Improve default plot order and legend placement

carloscinelli / benford.analysis

Tools that make it easier to use Benford’s law for data validation and forensic analytics.

61 stars 15 forks source link

Improve default plot order and legend placement #32

Open carloscinelli opened 5 years ago

carloscinelli commented 5 years ago

It might not be clear to users to what the chi-squared difference refers to. Maybe put both next to each other, and improve the description of the plot.

Also, think about a better default legend placement.

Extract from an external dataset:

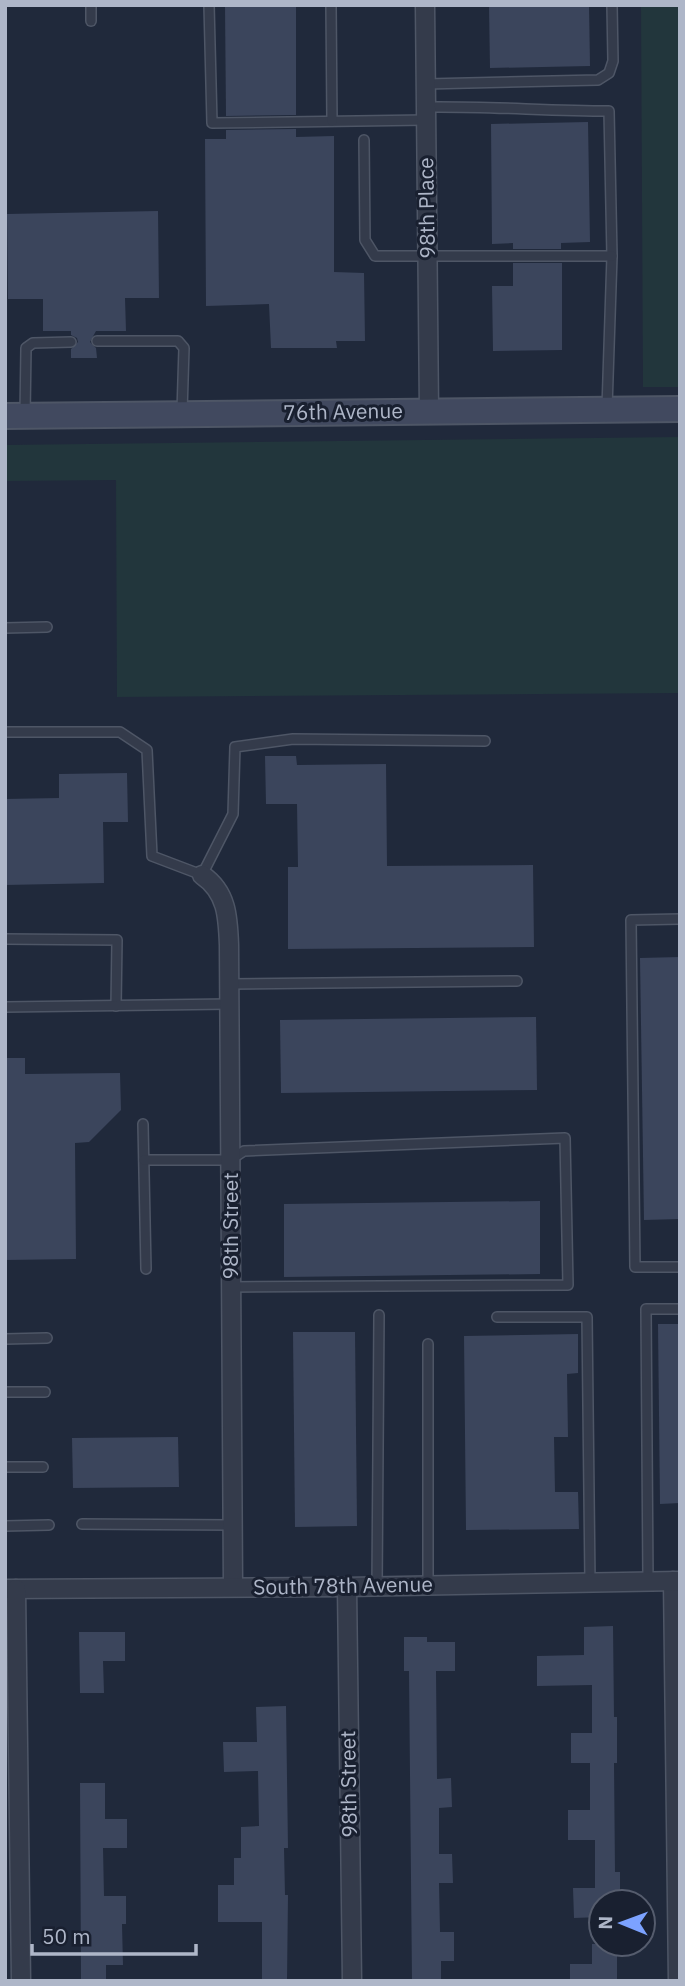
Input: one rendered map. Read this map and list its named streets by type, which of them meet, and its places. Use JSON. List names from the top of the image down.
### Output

carloscinelli commented 5 years ago

@rafaelslins I think the changes look good!

Some thoughts:

[x] we can set the default except = NULL since select will be the main argument now. Also, we can put select before except in the arguments of the function.
[x] we still need to think about the legend placement. I don't think the legend as a separate plot on its own is working well. Maybe we can create an extra margin on the bottom of all plots and put the legend on the bottom. Any ideas?
[x] we should probably rename error bars to "lower and upper bounds".
[x] Also, regarding the bounds, maybe two line lines will work better than the arrows? We should test to see how it looks.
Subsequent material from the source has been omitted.